Also known as:
Carolina Anole, American Chameleon
Coral Gables, Miami-Dade County, Florida—December 26, 1998
Green Anoles are the only anole species native to Florida, but they're getting harder and harder to find what with all the competition from the hardy and prolific little brown anoles
. This one was in a Coral Gables backyard.
Shark Valley, Everglades National Park, Monroe County, Florida—December 30, 1998
Here's another green anole in the Everglades. Green anoles are such elegant creatures.
Bill Sadowski Park, Perrine, Miami-Dade County, Florida—January 3, 1999
This one is right in the middle of shedding its skin. Green anoles can turn brown, an ability that earned them the confusing misnomer "American chameleon" (they aren't chameleons
; they're anoles!). Brown anoles
cannot, however, turn green.
Anole expert Dr. Ann Paterson told me that a lookalike (and closely related) Cuban anole species, Anolis porcatus, has been found in south Florida and is possibly spreading. So, the pictures I have here of A. carolinensis in south Florida may really be A. porcatus instead.
Mauna Loa Macadamia Nut Factory garden, Hilo, Hawaii County, Hawaii—November 25, 2000
Not only does the Mauna Loa Macadamia Nut Factory have yummy chocolate-covered Macadamia nuts, but its garden area provides home for a thriving population of introduced green anoles. What more could you ask for? The one in the first picture was drinking water from the leaf's surface. The one in the second picture seems to be pondering how to snatch the tasty snack on its back.
John Pennekamp Coral Reef State Park, Key Largo, Monroe County, Florida—February 7, 2004
Back in Florida, here's a photogenic juvenile green anole posing on a sea grape leaf.

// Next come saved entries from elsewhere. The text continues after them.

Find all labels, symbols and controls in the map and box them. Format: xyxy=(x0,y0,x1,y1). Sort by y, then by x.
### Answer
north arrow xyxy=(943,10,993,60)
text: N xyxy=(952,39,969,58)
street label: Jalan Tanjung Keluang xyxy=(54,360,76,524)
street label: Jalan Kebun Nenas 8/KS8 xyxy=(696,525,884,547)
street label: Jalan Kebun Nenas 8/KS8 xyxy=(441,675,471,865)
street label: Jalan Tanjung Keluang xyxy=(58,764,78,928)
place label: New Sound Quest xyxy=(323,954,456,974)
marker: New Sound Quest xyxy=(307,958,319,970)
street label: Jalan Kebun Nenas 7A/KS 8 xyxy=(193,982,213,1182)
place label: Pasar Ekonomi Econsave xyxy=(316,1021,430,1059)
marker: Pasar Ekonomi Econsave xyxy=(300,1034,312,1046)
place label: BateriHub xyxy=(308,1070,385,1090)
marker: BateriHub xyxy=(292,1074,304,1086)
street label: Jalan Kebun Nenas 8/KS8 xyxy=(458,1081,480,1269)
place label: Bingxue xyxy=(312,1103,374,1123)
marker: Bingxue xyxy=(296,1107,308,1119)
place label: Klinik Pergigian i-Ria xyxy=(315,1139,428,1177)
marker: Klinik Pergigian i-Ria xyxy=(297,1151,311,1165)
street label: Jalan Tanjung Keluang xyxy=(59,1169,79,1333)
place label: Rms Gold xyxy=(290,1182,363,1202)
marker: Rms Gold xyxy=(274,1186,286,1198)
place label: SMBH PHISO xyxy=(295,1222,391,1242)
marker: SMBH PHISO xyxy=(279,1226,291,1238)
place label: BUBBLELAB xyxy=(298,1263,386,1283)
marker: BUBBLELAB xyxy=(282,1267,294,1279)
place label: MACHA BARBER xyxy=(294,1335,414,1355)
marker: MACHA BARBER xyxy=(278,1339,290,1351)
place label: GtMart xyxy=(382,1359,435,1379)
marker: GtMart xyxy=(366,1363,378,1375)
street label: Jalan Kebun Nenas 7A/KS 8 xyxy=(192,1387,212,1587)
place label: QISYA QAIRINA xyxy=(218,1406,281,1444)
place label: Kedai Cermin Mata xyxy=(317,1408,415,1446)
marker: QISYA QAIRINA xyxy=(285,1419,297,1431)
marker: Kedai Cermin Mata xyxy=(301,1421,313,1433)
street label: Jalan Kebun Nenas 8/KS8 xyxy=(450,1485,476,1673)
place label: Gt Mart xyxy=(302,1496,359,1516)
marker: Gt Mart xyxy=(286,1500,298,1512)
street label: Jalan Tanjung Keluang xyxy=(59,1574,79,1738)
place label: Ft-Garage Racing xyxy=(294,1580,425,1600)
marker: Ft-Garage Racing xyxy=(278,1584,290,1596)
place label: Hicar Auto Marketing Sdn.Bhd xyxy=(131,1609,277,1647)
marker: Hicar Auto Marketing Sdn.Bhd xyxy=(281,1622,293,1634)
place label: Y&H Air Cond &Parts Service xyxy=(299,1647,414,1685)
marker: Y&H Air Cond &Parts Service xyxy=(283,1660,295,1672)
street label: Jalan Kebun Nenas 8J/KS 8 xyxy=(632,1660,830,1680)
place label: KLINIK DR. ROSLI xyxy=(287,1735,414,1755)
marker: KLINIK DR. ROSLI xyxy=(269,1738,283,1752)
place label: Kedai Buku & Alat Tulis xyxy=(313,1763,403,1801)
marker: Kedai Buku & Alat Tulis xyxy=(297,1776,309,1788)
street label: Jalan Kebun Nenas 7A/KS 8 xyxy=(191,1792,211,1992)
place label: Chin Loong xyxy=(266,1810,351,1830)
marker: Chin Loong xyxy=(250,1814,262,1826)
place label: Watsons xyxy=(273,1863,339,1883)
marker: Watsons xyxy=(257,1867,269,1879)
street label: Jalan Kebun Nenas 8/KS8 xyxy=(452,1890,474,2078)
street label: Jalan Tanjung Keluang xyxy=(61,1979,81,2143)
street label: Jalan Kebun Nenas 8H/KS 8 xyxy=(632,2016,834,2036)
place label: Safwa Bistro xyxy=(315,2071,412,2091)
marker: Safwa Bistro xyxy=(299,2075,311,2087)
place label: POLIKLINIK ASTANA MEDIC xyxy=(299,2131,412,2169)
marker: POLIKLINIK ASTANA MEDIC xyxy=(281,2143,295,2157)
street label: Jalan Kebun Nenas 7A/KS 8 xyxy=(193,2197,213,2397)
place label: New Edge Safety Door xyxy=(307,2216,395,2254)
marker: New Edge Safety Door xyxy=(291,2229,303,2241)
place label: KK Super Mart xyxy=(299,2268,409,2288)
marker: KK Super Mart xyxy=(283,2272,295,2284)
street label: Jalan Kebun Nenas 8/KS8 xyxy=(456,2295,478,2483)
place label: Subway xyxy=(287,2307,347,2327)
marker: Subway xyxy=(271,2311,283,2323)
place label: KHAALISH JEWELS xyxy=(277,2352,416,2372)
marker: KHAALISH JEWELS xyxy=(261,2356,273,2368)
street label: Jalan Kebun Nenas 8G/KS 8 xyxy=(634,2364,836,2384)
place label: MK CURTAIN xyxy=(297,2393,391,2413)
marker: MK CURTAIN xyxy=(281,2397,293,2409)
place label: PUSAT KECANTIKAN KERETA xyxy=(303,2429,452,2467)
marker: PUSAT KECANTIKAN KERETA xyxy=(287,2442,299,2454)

Fakahatchee Strand State Preserve, Collier County, Florida—April 4, 2004
Most green anoles have strawberry-red dewlaps, but some populations in southwest Florida have gray or greenish dewlaps. These populations were formerly considered a separate subspecies, Anolis carolinensis seminolus
, but recent genetic studies have not shown a clear relationship between these unusual dewlap colors and genetic differences. Unfortunately these anoles are just as hard to find amidst the far more plentiful Brown Anoles
as their northern cousins. Here's a pretty individual from Fakahatchee Strand that had a faint row of light blue dots down its side.

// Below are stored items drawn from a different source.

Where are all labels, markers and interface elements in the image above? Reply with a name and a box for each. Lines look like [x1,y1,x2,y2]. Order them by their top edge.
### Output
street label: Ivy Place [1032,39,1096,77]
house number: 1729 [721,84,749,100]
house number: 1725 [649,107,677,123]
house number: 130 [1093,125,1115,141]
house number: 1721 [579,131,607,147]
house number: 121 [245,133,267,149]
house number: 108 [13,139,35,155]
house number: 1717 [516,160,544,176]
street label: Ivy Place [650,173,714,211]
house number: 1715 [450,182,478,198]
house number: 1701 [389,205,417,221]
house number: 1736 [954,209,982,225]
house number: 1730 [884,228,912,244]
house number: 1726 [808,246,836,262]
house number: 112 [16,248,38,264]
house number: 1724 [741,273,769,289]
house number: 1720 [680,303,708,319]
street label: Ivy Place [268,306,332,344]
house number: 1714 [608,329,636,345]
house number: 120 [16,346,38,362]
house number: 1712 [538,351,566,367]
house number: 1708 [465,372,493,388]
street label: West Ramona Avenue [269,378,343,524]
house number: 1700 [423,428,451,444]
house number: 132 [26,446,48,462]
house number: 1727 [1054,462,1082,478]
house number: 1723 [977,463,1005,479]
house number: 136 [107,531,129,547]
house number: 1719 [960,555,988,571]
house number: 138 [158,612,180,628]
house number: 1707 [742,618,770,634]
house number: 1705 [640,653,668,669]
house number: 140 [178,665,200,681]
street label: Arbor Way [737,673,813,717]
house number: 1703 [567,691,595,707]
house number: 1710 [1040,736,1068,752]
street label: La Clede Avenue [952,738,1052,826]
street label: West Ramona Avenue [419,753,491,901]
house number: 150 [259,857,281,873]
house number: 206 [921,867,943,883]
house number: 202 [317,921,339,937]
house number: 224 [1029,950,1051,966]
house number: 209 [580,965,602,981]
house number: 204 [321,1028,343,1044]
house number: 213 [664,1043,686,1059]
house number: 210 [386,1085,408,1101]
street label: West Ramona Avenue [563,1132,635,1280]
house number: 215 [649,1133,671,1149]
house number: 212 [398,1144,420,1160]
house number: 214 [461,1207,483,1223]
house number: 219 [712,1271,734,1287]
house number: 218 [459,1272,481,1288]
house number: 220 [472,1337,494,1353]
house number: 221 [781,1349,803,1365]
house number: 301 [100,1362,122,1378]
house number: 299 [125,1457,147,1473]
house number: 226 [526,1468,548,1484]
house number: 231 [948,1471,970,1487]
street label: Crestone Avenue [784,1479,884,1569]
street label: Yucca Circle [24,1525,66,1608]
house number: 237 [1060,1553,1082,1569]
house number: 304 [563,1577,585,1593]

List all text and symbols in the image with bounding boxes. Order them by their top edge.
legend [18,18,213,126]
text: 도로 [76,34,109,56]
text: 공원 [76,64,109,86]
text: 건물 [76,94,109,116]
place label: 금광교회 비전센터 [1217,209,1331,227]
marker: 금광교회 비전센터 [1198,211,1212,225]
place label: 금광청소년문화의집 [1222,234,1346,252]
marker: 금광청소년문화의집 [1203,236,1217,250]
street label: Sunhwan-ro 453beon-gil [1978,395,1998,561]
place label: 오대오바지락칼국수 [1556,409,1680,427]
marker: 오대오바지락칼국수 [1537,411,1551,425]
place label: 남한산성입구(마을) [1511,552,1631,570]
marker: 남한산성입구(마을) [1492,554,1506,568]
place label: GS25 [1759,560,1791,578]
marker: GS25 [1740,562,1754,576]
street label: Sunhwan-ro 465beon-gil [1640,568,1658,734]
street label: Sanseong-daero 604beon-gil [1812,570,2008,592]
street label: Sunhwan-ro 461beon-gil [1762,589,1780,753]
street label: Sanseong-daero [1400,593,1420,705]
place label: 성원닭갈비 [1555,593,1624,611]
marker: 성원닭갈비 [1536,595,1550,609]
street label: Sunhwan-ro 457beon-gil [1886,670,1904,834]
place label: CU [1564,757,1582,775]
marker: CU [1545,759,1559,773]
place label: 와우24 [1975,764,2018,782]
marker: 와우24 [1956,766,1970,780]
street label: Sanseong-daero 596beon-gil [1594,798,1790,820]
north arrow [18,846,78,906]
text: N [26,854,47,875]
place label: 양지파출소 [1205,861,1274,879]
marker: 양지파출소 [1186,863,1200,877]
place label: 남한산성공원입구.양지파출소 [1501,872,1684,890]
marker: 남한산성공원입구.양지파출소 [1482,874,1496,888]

Oscar Scherer State Park, Sarasota County, Florida—April 8, 2004
Here's one of the anoles from the populations with different dewlap colors proudly showing off his mark of distinction just for me.
Willow Pond Nature Trail, Fort Clinch State Park, Nassau County, Florida—April 19, 2004
You just gotta love that green-on-green camouflage.
Coral Gables, Miami-Dade County, Florida—December 25, 2006
Corkscrew Swamp Wildlife Sanctuary, Collier County, Florida—April 5, 2008
This anole had some particularly nice blue speckles on its neck and shoulders.
Nags Head Woods Preserve, Dare County, North Carolina—April 11, 2008
Anolis carolinensis is named after the Carolinas, so I was happy to get a chance to see a few in the Carolinas. This one might look like it lost a fight with an angry cat, but in reality it was just shedding its skin. I was interested to see that it evaded me by hopping away on the ground, rather than by running up the nearest tree as I would have expected from my experience with Floridian green anoles.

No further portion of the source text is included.